*Task directions*: Copy out all of the entries, keeping every word the same.

*Extracted entries*:

================

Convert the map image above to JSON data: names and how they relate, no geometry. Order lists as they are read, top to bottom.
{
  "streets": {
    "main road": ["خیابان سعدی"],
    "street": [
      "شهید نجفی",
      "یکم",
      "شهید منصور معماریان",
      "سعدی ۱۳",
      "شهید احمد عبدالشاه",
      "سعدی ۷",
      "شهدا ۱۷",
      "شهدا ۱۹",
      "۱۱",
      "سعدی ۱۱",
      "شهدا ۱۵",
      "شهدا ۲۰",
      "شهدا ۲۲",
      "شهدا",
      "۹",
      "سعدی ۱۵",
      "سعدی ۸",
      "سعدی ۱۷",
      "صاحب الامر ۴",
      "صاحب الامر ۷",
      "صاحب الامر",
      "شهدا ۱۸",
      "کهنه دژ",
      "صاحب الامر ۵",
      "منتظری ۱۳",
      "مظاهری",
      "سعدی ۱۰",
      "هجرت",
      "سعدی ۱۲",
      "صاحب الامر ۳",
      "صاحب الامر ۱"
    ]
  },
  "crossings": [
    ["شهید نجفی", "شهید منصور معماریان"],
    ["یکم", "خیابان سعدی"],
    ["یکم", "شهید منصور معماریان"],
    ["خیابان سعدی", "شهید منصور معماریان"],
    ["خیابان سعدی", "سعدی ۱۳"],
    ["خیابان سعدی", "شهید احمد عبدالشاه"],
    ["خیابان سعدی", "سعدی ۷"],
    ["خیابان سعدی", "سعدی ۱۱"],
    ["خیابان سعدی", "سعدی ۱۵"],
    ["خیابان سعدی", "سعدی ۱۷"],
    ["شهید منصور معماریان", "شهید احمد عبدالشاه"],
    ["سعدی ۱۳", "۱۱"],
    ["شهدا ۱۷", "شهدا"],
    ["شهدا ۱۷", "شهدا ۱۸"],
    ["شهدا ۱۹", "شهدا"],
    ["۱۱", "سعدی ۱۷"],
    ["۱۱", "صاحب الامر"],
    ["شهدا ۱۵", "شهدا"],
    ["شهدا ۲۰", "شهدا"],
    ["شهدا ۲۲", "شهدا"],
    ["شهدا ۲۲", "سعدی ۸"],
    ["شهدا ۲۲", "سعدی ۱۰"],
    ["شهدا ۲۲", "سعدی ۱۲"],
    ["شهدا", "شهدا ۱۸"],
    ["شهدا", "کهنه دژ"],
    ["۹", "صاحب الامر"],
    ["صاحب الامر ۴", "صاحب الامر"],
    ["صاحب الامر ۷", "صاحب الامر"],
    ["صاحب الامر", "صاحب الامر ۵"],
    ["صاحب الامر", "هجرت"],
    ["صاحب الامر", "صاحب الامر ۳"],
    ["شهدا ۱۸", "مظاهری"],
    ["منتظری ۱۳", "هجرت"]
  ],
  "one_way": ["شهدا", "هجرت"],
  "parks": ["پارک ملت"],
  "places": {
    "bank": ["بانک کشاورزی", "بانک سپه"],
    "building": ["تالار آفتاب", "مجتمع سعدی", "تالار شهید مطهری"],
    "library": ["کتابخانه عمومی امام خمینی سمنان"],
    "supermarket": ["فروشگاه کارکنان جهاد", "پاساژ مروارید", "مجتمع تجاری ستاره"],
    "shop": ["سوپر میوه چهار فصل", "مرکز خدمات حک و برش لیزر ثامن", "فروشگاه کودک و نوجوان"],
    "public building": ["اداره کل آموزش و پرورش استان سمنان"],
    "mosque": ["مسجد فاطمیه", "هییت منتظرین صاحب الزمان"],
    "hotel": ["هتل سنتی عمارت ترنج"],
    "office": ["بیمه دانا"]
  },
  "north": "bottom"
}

================

*Task result*:
Convert the map image above to JSON data: names and how they relate, no geometry. Order lists as they are read, top to bottom.
{
  "streets": {
    "main road": ["خیابان سعدی"],
    "street": [
      "شهید نجفی",
      "یکم",
      "شهید منصور معماریان",
      "سعدی ۱۳",
      "شهید احمد عبدالشاه",
      "سعدی ۷",
      "شهدا ۱۷",
      "شهدا ۱۹",
      "۱۱",
      "سعدی ۱۱",
      "شهدا ۱۵",
      "شهدا ۲۰",
      "شهدا ۲۲",
      "شهدا",
      "۹",
      "سعدی ۱۵",
      "سعدی ۸",
      "سعدی ۱۷",
      "صاحب الامر ۴",
      "صاحب الامر ۷",
      "صاحب الامر",
      "شهدا ۱۸",
      "کهنه دژ",
      "صاحب الامر ۵",
      "منتظری ۱۳",
      "مظاهری",
      "سعدی ۱۰",
      "هجرت",
      "سعدی ۱۲",
      "صاحب الامر ۳",
      "صاحب الامر ۱"
    ]
  },
  "crossings": [
    ["شهید نجفی", "شهید منصور معماریان"],
    ["یکم", "خیابان سعدی"],
    ["یکم", "شهید منصور معماریان"],
    ["خیابان سعدی", "شهید منصور معماریان"],
    ["خیابان سعدی", "سعدی ۱۳"],
    ["خیابان سعدی", "شهید احمد عبدالشاه"],
    ["خیابان سعدی", "سعدی ۷"],
    ["خیابان سعدی", "سعدی ۱۱"],
    ["خیابان سعدی", "سعدی ۱۵"],
    ["خیابان سعدی", "سعدی ۱۷"],
    ["شهید منصور معماریان", "شهید احمد عبدالشاه"],
    ["سعدی ۱۳", "۱۱"],
    ["شهدا ۱۷", "شهدا"],
    ["شهدا ۱۷", "شهدا ۱۸"],
    ["شهدا ۱۹", "شهدا"],
    ["۱۱", "سعدی ۱۷"],
    ["۱۱", "صاحب الامر"],
    ["شهدا ۱۵", "شهدا"],
    ["شهدا ۲۰", "شهدا"],
    ["شهدا ۲۲", "شهدا"],
    ["شهدا ۲۲", "سعدی ۸"],
    ["شهدا ۲۲", "سعدی ۱۰"],
    ["شهدا ۲۲", "سعدی ۱۲"],
    ["شهدا", "شهدا ۱۸"],
    ["شهدا", "کهنه دژ"],
    ["۹", "صاحب الامر"],
    ["صاحب الامر ۴", "صاحب الامر"],
    ["صاحب الامر ۷", "صاحب الامر"],
    ["صاحب الامر", "صاحب الامر ۵"],
    ["صاحب الامر", "هجرت"],
    ["صاحب الامر", "صاحب الامر ۳"],
    ["شهدا ۱۸", "مظاهری"],
    ["منتظری ۱۳", "هجرت"]
  ],
  "one_way": ["شهدا", "هجرت"],
  "parks": ["پارک ملت"],
  "places": {
    "bank": ["بانک کشاورزی", "بانک سپه"],
    "building": ["تالار آفتاب", "مجتمع سعدی", "تالار شهید مطهری"],
    "library": ["کتابخانه عمومی امام خمینی سمنان"],
    "supermarket": ["فروشگاه کارکنان جهاد", "پاساژ مروارید", "مجتمع تجاری ستاره"],
    "shop": ["سوپر میوه چهار فصل", "مرکز خدمات حک و برش لیزر ثامن", "فروشگاه کودک و نوجوان"],
    "public building": ["اداره کل آموزش و پرورش استان سمنان"],
    "mosque": ["مسجد فاطمیه", "هییت منتظرین صاحب الزمان"],
    "hotel": ["هتل سنتی عمارت ترنج"],
    "office": ["بیمه دانا"]
  },
  "north": "bottom"
}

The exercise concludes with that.